On January 6, Monness analyst Brian White reiterated his Buy rating on Datadog stock with a price target of $155. The analyst believes the company is taking a more balanced approach to the generative artificial intelligence trend, avoiding “the absurd claims spread by many across the software complex.” He noted that DDOG performed well relative to its peers in a challenging software environment in 2024, but added that it underperformed other stocks in Monness's coverage universe.

Still, White expects Datadog and the broader industry to see increased activity over the next 12 to 18 months due to the long-term boom in generative AI. The analyst highlighted DDOG's outperformance relative to peers and its transparency regarding generative AI progress, noting that AI-native customers accounted for more than 6% of the company's annual recurring revenue (ARR) in Q3 2024 , up from over 4% in Q2 2024 and 2.5% in Q3 2023.

White also highlighted some of the company's AI offerings, including LLM Observability and its Gen AI assistant Bits AI. Overall, the analyst is bullish on Datadog and believes the stock has a higher upside relative to traditional software providers due to its cloud-native platform, rapid growth and robust long-term tailwinds in the observability space, as well as its new generative AI technology Valuation deserves growth opportunities.

White ranks No. 33 among more than 9,200 analysts tracked by TipRanks.
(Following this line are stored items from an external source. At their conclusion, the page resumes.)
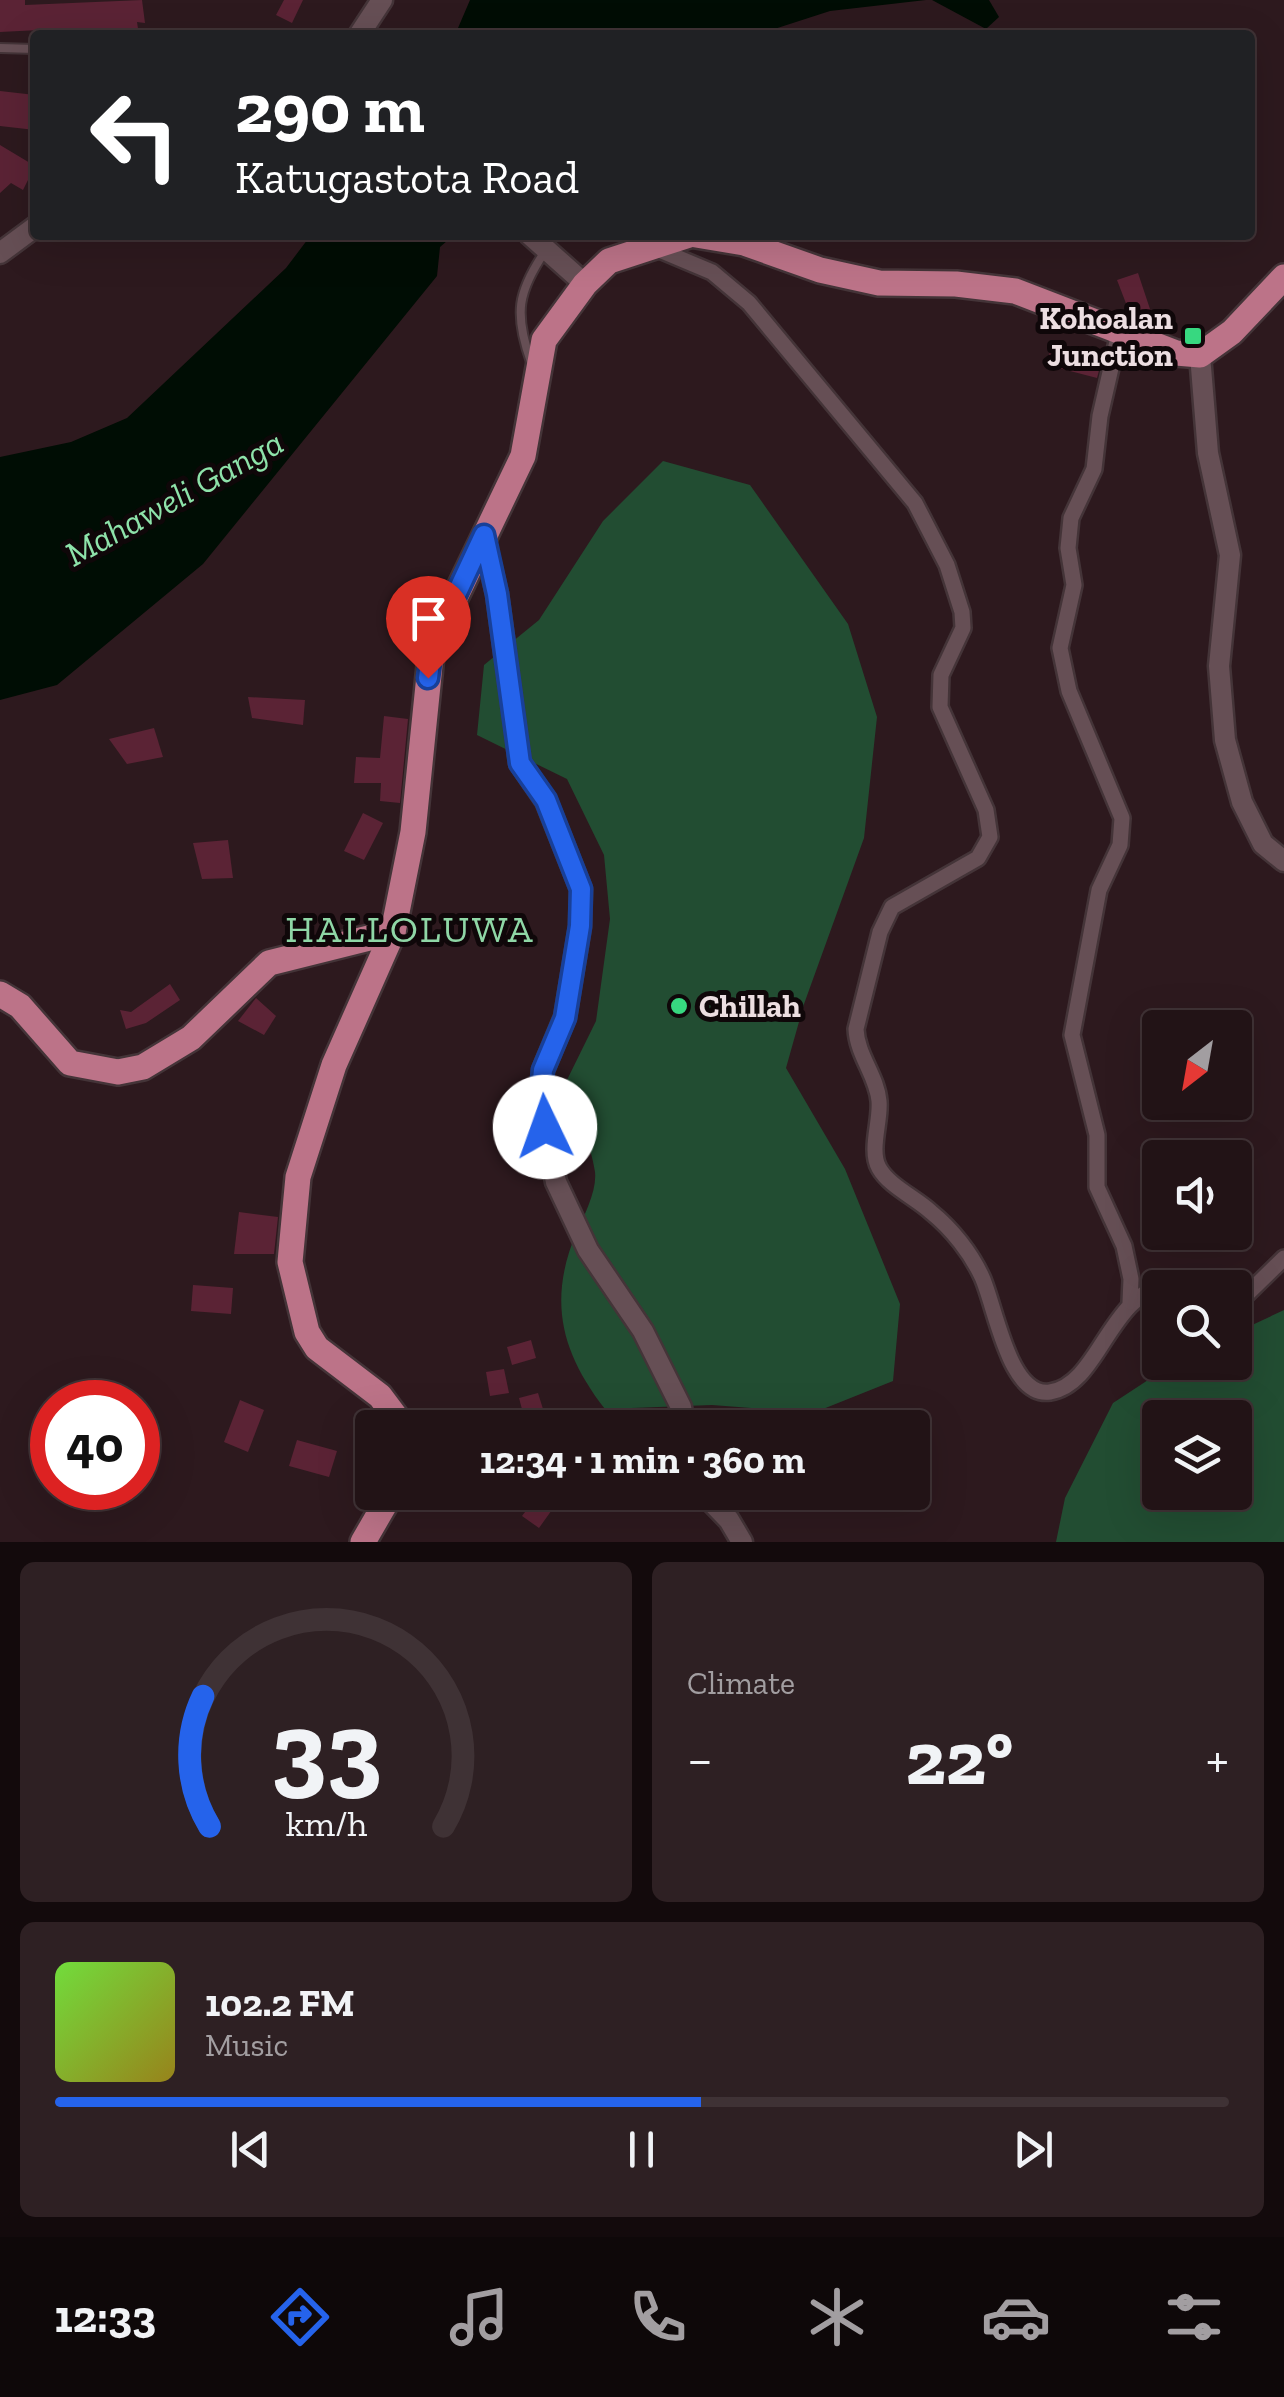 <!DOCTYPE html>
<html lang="en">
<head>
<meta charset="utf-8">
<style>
	:root { --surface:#221316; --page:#2e2023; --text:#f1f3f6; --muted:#a29ea1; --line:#3f3235; --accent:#2563eb }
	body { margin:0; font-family:"Zilla Slab",serif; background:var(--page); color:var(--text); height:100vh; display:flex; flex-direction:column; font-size:38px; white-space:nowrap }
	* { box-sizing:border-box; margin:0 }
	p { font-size:32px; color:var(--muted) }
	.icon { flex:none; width:55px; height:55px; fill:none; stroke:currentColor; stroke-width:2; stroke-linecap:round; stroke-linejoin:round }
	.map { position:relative; height:1542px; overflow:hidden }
	.panel { display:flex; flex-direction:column; gap:20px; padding:20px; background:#130a0c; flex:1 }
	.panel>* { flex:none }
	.hud { position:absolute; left:30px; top:30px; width:1225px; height:210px; border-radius:10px; box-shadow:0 10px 40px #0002,0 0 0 2px var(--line); background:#202124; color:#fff; overflow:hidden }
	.needle { width:65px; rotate:211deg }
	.controls { position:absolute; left:1142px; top:1010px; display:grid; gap:20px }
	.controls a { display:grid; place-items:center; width:110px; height:110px; border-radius:10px; background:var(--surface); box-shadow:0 10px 40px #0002,0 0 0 2px var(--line); font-size:50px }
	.speed { position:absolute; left:30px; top:1380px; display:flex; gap:20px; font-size:50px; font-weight:700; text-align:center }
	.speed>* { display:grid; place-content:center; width:130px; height:130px; border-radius:50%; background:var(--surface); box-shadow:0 10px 40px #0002,0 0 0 2px var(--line); line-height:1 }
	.speed .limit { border:15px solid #d22; background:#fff; color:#111 }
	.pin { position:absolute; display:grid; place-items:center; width:85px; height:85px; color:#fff; margin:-102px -42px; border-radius:50% 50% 50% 0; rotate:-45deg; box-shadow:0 0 10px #0007 }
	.pin .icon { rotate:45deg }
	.me { position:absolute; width:110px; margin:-55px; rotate:357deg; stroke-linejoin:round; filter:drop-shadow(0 0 8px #0008) }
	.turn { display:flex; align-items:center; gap:35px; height:210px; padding:0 40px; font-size:45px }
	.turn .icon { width:130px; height:130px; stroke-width:2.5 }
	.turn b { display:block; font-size:70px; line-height:85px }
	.big { font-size:75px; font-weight:700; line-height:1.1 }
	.panel .card { flex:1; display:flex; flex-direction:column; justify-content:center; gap:15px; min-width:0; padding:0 35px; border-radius:15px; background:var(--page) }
	.panel .dial { align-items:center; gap:0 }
	.dial svg { height:260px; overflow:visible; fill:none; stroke:var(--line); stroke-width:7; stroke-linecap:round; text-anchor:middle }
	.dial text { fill:var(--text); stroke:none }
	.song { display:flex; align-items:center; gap:30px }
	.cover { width:120px; height:120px; border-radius:15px; background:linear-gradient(135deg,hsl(100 70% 55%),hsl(50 70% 35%)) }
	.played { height:10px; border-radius:5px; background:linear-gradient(90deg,var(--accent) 55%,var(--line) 55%) }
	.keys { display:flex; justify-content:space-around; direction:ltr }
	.heat { display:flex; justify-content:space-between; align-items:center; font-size:55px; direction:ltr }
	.panel .tiles { flex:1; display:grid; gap:20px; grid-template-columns:1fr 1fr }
	.card:last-child { grid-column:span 2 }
	.trip { position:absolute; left:355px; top:1410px; width:575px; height:100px; border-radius:10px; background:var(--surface); box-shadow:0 10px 40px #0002,0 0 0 2px var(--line); font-weight:700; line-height:100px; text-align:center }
	.dock { display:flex; height:160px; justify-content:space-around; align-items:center; background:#0e0809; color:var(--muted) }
	.dock .icon { width:70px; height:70px }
	.dock .selected { color:var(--accent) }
	.dock b { font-size:45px; color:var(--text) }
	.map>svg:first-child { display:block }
	.green { fill:#224d32; fill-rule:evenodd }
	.water { fill:#000d04 }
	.building { fill:#5b2335 }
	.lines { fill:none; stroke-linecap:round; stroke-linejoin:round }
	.service-casing { stroke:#443438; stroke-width:12 }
	.minor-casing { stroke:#443438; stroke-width:20 }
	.tertiary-casing { stroke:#443438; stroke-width:25 }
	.primary-casing { stroke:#443438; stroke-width:30 }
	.service { stroke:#664f55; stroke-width:8 }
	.minor { stroke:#664f55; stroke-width:15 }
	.tertiary { stroke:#664f55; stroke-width:20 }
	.primary { stroke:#bc7388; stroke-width:25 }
	.route-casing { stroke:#184099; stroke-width:25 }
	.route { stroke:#2563eb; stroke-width:18 }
	.poi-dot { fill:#37d880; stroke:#0f0709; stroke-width:4 }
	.labels { text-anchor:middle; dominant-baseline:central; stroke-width:10; stroke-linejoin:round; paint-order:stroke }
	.poi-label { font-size:32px; font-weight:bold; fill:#ecdee1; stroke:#0f0709; text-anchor:end }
	.water-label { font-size:35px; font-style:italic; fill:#8ee3aa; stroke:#0f0709 }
	.quarter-label { font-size:38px; letter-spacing:2.5px; fill:#8fd7a6; stroke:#0f0709 }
</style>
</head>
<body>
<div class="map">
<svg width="1284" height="1542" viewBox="0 0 1284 1542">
	<rect width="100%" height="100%" fill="#2d191e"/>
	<g class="green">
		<path d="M663,461L750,485L848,624L877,717L864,838L804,1004L786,1068L845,1169L900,1304L893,1381L813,1413L712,1405L605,1409C560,1351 548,1299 577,1231C585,1214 597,1190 595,1172C591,1143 575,1111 565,1084L596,1021L610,919L604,855L567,779L477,735L484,665L539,620L603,521Z"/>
		<path d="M1284,1310V1542H1056L1065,1498L1113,1403L1174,1363L1235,1362V1333ZM1160,1418H1235V1492H1160Z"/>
	</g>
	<g class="water">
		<polygon points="470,0 926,0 830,11 756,35 455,35"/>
		<polygon points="932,0 989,0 999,17 986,29"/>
		<polygon points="311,235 454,235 440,247 437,276 203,564 57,685 0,700 0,457 71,442 127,418 286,268"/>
	</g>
	<g class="building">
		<polygon points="0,0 25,0 25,5 142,0 145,23 137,22 139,35 59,35 59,29 0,32"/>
		<polygon points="284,0 303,0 292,23 276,15"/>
		<polygon points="0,91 35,95 35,130 0,126"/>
		<polygon points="0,145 35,166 23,190 11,183 0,193"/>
		<polygon points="1138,273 1151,312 1132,319 1117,280"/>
		<polygon points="1051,346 1102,359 1097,378 1047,365"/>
		<polygon points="248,697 305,700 303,725 252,718"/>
		<polygon points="384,716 408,719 400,803 380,801 381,783 354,783 356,757 380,758"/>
		<polygon points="154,728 163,757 127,764 109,739"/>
		<polygon points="363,813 383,823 364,860 344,851"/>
		<polygon points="228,840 233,878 202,879 193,843"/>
		<polygon points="170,984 180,1000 146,1023 126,1029 120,1010 131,1012"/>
		<polygon points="256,998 276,1016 264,1035 238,1021"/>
		<polygon points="239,1212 278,1217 274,1254 234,1254"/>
		<polygon points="193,1285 233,1288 231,1314 191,1311"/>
		<polygon points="531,1340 536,1358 512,1365 507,1347"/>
		<polygon points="504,1369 509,1393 490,1396 486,1372"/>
		<polygon points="538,1393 548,1425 527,1428 519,1398"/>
		<polygon points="240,1400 264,1410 248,1452 224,1442"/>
		<polygon points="297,1440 337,1451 329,1477 289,1466"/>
		<polygon points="538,1495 554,1507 539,1528 522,1516"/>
	</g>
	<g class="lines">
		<defs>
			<g id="service">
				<polyline points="0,48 35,49"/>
				<path d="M531,362C514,314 517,292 546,250"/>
			</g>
			<g id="minor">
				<path d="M655,248L712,272L749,303L915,503L947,565L962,612L963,628L941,675L940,707L986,810L990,837L978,858L892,907L880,932L856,1029C857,1055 877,1076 879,1101C881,1121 869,1150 879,1168C889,1186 916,1198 931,1212C952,1229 971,1253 982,1277C996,1308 1009,1398 1050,1392C1100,1384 1108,1294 1169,1284L1175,1288"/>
				<polyline points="1119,333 1100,416 1094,469 1071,518 1068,548 1074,585 1060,648 1069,691 1122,818 1120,845 1099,890 1072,1035 1097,1135 1097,1187 1124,1246 1131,1279 1130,1302"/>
				<polyline points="1235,1306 1284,1258"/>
			</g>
			<g id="tertiary">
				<polyline points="359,35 382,0"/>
				<polyline points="530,235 585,284"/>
				<polyline points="0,253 35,227"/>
				<polyline points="1200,355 1208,453 1230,555 1219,666 1225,740 1242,802 1263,844 1284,861"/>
				<polyline points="483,535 497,594 520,763 546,801 581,889 580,927 565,1017 543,1070 540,1100 556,1182 588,1250 643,1331 681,1407 685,1428"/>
				<polyline points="702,1492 729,1520 742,1542"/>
			</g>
			<g id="primary">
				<polyline points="696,235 744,243 820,270 879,283 956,284 1015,291 1176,353 1200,355 1232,332 1284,277"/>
				<polyline points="0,994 20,1006 70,1063 118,1072 143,1067 191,1038 269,963 393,932"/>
				<polyline points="404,1428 380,1396 317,1348 307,1332 290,1262 298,1177 334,1065 393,932 413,832 432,646 523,456 544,340 585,284 609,261 689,235"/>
				<polyline points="363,1542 392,1492"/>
			</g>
		</defs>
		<use href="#service" class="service-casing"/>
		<use href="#minor" class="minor-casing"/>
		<use href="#tertiary" class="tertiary-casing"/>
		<use href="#primary" class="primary-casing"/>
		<use href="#service" class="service"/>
		<use href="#minor" class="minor"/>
		<use href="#tertiary" class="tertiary"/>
		<use href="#primary" class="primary"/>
	</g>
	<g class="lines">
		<defs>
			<polyline id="route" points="428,678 432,646 484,535 497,594 520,763 546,800 581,889 580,926 565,1018 543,1070 540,1100 545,1127"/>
		</defs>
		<use href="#route" class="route-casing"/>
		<use href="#route" class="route"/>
	</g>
	<g class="poi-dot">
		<rect x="1183" y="326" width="20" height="20" rx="5"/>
		<circle cx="679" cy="1006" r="10"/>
	</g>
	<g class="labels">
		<g class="poi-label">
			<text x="1173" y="318">Kohoalan<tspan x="1173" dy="37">Junction</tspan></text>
			<text x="699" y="1006" text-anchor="start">Chillah</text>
		</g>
		<g class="water-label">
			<text transform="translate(174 498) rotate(-29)">Mahaweli Ganga</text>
		</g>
		<g class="quarter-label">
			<text x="410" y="929">HALLOLUWA</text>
		</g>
	</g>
</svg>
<div class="controls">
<a><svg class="needle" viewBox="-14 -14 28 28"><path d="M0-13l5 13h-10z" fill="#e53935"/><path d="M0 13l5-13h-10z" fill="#a29ea1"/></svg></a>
<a><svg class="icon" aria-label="sound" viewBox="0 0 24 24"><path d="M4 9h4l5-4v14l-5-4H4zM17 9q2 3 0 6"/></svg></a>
<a><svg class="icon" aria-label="search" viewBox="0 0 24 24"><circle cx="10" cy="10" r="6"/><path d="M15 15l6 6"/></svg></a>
<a><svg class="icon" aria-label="layers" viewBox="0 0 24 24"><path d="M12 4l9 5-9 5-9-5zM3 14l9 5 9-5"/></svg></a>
</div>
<div class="speed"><div class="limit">40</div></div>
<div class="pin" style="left:428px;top:678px;background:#d93025"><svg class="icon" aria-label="arrive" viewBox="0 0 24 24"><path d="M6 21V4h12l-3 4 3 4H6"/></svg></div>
<svg class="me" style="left:545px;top:1127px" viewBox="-20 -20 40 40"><circle r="19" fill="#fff"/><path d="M0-13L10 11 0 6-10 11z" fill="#2563eb"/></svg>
<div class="trip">12:34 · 1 min · 360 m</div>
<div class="hud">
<div class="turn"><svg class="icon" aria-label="left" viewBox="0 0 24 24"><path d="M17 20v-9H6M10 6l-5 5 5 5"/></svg><div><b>290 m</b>Katugastota Road</div></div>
</div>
</div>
<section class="panel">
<div class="tiles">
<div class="card dial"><svg viewBox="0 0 100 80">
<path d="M14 69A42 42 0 1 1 86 69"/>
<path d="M14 69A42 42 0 0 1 12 29" stroke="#2563eb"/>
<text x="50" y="56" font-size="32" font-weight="700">33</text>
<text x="50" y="72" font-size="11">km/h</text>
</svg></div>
<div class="card"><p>Climate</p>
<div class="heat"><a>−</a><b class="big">22°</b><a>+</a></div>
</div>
<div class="card">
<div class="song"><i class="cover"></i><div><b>102.2 FM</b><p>Music</p></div></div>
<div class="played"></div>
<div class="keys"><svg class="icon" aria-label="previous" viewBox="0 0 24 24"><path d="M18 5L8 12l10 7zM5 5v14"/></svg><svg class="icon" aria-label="pause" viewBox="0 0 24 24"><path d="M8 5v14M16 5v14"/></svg><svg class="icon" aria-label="next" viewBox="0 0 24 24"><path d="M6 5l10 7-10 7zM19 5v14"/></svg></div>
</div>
</div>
</section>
<nav class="dock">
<b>12:33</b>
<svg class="icon selected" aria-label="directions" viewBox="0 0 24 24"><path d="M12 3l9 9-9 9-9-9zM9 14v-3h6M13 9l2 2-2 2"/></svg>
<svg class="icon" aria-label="music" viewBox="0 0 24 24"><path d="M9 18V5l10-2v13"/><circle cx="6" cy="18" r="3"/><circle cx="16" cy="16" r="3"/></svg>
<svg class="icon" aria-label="phone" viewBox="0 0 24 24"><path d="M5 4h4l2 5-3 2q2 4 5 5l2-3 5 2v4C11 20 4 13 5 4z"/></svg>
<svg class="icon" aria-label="climate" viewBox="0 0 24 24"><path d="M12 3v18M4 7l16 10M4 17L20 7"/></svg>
<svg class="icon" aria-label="car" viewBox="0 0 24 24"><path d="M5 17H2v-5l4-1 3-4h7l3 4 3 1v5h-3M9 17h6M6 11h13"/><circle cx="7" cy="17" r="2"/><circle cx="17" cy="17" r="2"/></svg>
<svg class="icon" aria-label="filters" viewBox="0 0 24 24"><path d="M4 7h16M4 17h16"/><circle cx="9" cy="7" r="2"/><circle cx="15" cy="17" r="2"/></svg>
</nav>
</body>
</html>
Its valuations were profitable 69% of the time and delivered an average return of 20%. See Datadog ownership structure on TipRanks.

Nvidia

Semiconductor giant Nvidia (NVDA) is this week's third stock pick. The company is considered one of the biggest beneficiaries of the generative AI wave, seeing huge demand for its advanced GPUs (graphics processing units) required to build and run AI models.

After a fireside chat with Nvidia CFO Colette Kress, JPMorgan analyst Harlan Sur reiterated a buy recommendation for the stock with a price target of $170. The analyst highlighted the CFO's assurance that the company's Blackwell platform production ramp-up is on track thanks to solid execution despite supply chain challenges.

Additionally, the company expects data center spending to remain strong in calendar year 2025, supported by the Blackwell ramp-up and broad-based strength in demand. Additionally, Sur noted that management sees tremendous revenue growth opportunities as it secures a larger portion of the $1 trillion data center infrastructure installed base.

Sur added that Nvidia expects to benefit from the shift to accelerated computing and growing demand for AI solutions. Management believes the Company has a solid competitive advantage over ASIC (application-specific integrated circuit) solutions due to several strengths, including ease of adoption and its comprehensive system solutions.

Sur agreed with this point of view, saying: “We believe that enterprise, vertical market and government customers will continue to prefer Nvidia-based solutions.”

Among other key insights, Sur highlighted the launch of next-generation gaming products and opportunities to expand beyond high-end gaming into markets such as AI PCs.

Sur is ranked #35 among more than 9,200 analysts tracked by TipRanks. Its valuations were profitable 67% of the time and delivered an average return of 26.9%. See Nvidia hedge fund activity on TipRanks.